Get into a festive frame of mind! Wear an outfit that feels just right, and add some sparkly earrings or a special hat. Listen to upbeat music and enlist friends to accompany you. There is no rule that we have to attend any gathering where we feel unsafe or where it is certain that there will be arguments or fighting. We can use our best judgment regarding situations that can potentially result in unsafe or risky outcomes.
Most of all, remember boundaries! We are not responsible for another person’s disappointments or moods.
THE EXPECTATION TRAP
No one’s family situation is perfect. We watch Hallmark movies or see Facebook posts and wonder why our families don’t emulate the ones we see on TV or on social media.

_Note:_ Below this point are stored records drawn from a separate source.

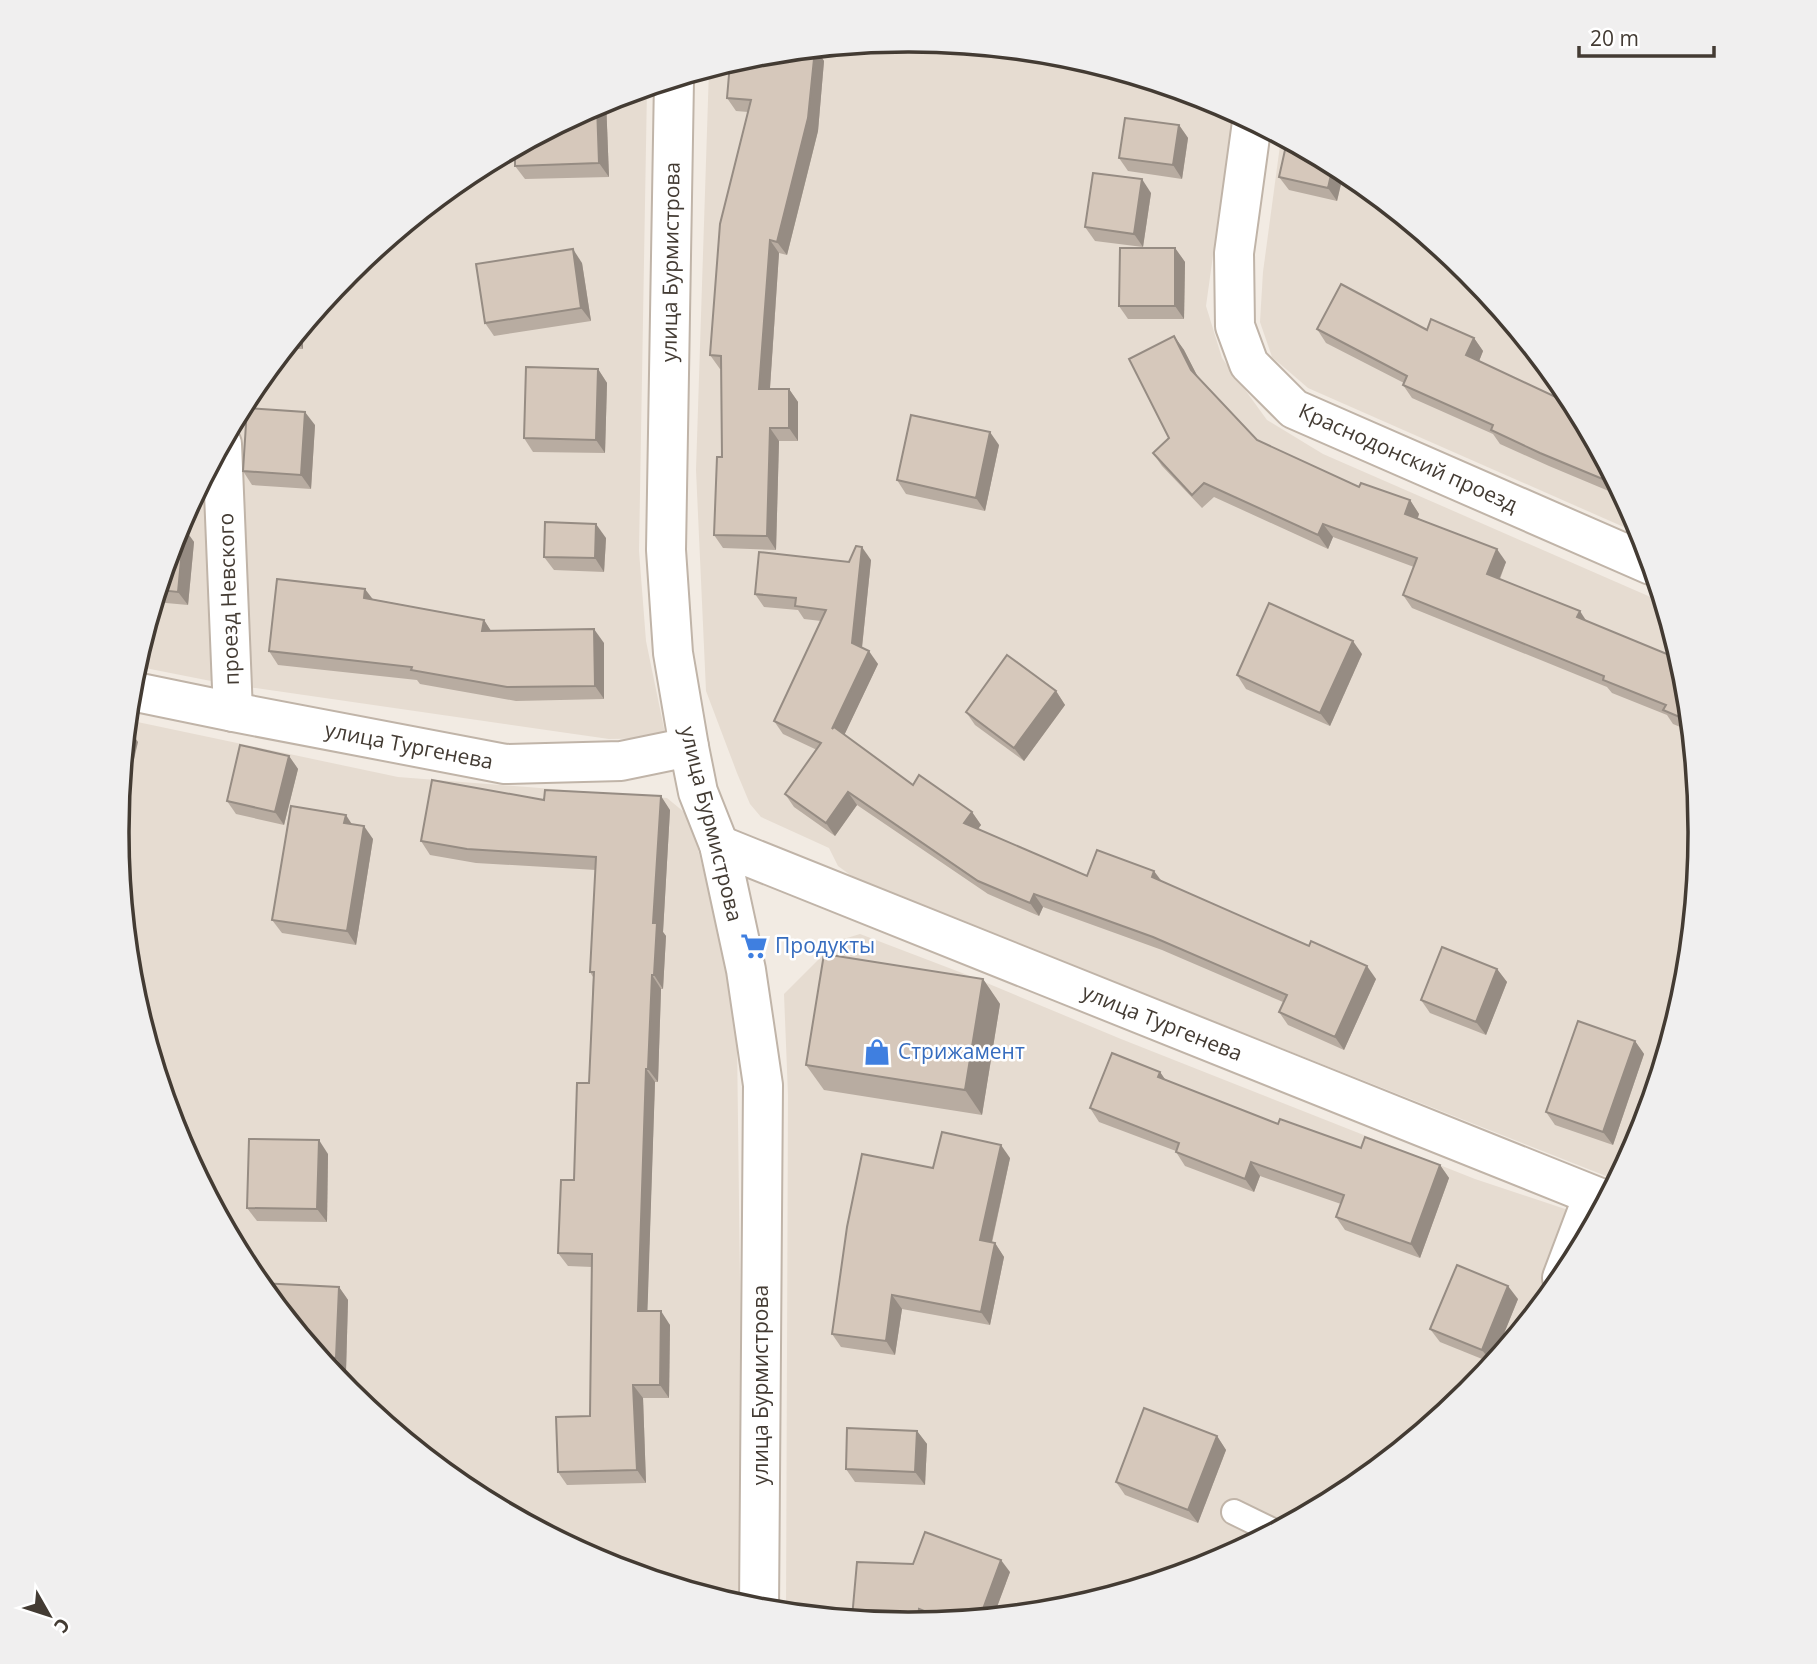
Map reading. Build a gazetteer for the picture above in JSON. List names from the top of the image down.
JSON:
{
  "streets": {
    "street": [
      "улица Бурмистрова",
      "Краснодонский проезд",
      "проезд Невского",
      "улица Тургенева"
    ]
  },
  "crossings": [
    ["улица Бурмистрова", "улица Тургенева"],
    ["проезд Невского", "улица Тургенева"]
  ],
  "places": {
    "supermarket": ["Продукты"],
    "shop": ["Стрижамент"]
  },
  "scale_bar": "20 m",
  "north": "bottom right"
}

Hallmark movies are complete fantasies for rainy weekend afternoons, and we all recognize that only the happy, shiny photos are shared on Facebook and Instagram. Resisting the temptation to compare ourselves or our families to those selected scenes on social media can help to put things into a proper perspective. Log off if feelings of frustration, sadness, or stress surface.
At the same time, try to realize that our own situations are not 100% awful either. Be conscious of what is positive in our family and social circles. Develop a perspective that embraces not judging or labeling people or situations. Be open to opportunities that might offer different perspectives than the ones held in the past. If we show up with expectations of doom and gloom, that’s what we’re going to get. Instead, let’s consider bringing our special joy and love of life to the gathering. Greet others, make conversation, and laugh. Show up with positivity and watch what happens!
Expectations come in many forms. We have expectations we force upon ourselves or expectations we allow others to place upon us. On TV once again this year is an advertisement in which a young man purchases two pick-up trucks, one for himself and one for his partner. To top it off, he’s standing outside of a beautiful home. How realistic is that scenario? Then we have the jewelry commercials. Sure, they are romantic and look just like Hallmark movies, and we feel all warm and fuzzy inside when we see them, but at the same time, many people feel hurt or upset because their partner failed to present a gift in the same storybook manner depicted in the advertisements. Similarly, advertisements distort the financial realities of many households. Realize what is realistic and what is not. Just because we see it on TV doesn’t make it real-and we know that. Be conscious of expectations and look at what we do have that brings happiness and love to our lives.